As evidenced by our recent recertification with CoreTrustSeal, in-depth curation across the wide range of collections being preserved in Merritt is a task that stands to benefit from the assistance of an automated process capable of providing regular reports to depositors with key insights into collection composition.
Unlike a traditional curation workflow, where archivists work to define metadata and Submission Information Package (SIP) composition in advance of submission to a repository, enabling the generation of a collection “health” report will provide a baseline status for existing collections whose establishment may or may not predate current depositors at the variety of libraries and memory organizations that use Merritt as a digital preservation repository.
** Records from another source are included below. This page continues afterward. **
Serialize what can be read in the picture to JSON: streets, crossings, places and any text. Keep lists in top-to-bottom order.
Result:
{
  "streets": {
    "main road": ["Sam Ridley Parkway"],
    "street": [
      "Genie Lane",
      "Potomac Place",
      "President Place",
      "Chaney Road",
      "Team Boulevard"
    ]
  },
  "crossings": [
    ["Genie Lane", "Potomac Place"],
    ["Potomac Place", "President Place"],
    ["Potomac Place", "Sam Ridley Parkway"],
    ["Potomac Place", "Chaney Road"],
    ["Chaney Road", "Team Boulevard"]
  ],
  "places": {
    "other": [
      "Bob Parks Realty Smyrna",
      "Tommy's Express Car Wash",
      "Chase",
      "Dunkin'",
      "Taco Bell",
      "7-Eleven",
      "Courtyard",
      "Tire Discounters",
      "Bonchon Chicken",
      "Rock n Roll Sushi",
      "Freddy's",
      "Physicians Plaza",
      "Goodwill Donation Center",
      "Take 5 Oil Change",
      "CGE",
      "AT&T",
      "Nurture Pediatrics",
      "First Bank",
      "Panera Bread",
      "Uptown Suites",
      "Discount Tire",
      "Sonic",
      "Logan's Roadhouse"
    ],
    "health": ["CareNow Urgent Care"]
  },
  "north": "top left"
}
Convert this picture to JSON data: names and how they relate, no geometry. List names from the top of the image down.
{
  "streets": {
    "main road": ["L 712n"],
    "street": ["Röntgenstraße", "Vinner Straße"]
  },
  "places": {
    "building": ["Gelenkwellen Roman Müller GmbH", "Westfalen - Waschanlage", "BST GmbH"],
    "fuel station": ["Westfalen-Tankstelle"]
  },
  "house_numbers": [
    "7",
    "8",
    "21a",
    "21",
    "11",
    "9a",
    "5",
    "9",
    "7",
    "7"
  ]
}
The Merritt repository has been operational for over ten years. In its initial years, although object guidelines were provided by CDL, many objects that do not adhere to these were submitted. For example, an object may incorporate object-level ERC metadata but lacks internal metadata sidecar files that serve to further define its collection context and provenance. A retroactive process through which such characteristics are flagged will assist owners to assess whether a specific collection is in need of additional curation, resulting in the creation of new object versions.
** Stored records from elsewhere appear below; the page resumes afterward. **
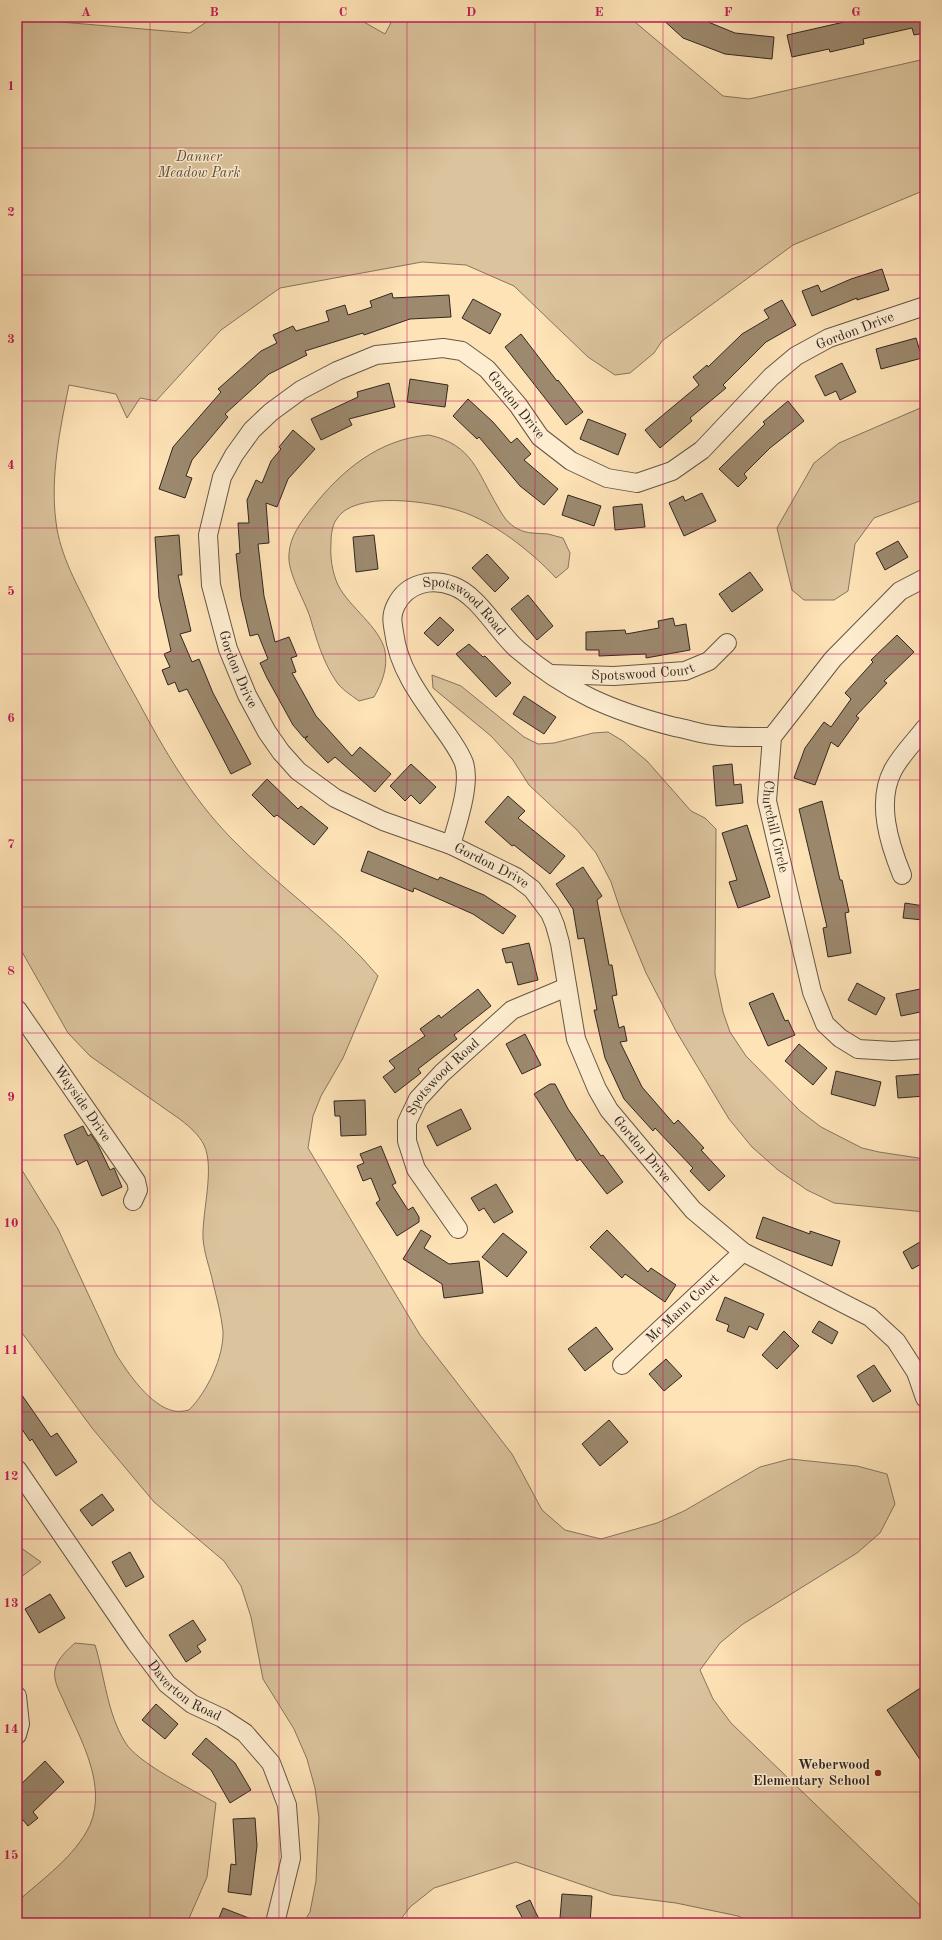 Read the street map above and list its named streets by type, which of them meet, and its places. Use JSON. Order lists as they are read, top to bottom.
{
  "streets": {
    "street": [
      "Gordon Drive",
      "Spotswood Road",
      "Spotswood Court",
      "Churchill Circle",
      "Wayside Drive",
      "Mc Mann Court",
      "Daverton Road"
    ]
  },
  "crossings": [
    ["Gordon Drive", "Spotswood Road"],
    ["Gordon Drive", "Mc Mann Court"],
    ["Spotswood Road", "Spotswood Court"],
    ["Spotswood Road", "Churchill Circle"]
  ],
  "parks": ["Danner Meadow Park"],
  "places": ["Weberwood Elementary School"],
  "grid": {
    "columns": [
      "A",
      "B",
      "C",
      "D",
      "E",
      "F",
      "G"
    ],
    "rows": [
      "1",
      "2",
      "3",
      "4",
      "5",
      "6",
      "7",
      "8",
      "9",
      "10",
      "11",
      "12",
      "13",
      "14",
      "15"
    ]
  }
}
We intend the collection health check process to examine a number of file and object conditions when it is executed. Checks will be based on both file and object datasets, each of which will gather characteristics of the data type at hand.
The definition of these conditions are intended to incorporate both internal best practices as defined at campus libraries and the CDL, as well as external community resources such as the Library of Congress Recommended Formats Statement (RFS) and the Digital Preservation Coalition’s Bit-List. Community resources provide input on preferred and acceptable formats within high-level categories, as well as cite a range of “endangered” file formats. While others, such as the DigiPres Commons Formats and MIME Types lists provide references linked to backing information sourced from WikiData and Apache Tika.
Collection check configuration:
- Enable the programmatic configuration of collection checks including result statuses: pass, fail, warn, skip, info.
- Enable configuration of mime type usage.
Collection check enhancements:
- Provide the ability to enhance collection checks over time according to campus partner feedback.
Collection analysis at the file level:
- Enable data extraction at the file level for analysis.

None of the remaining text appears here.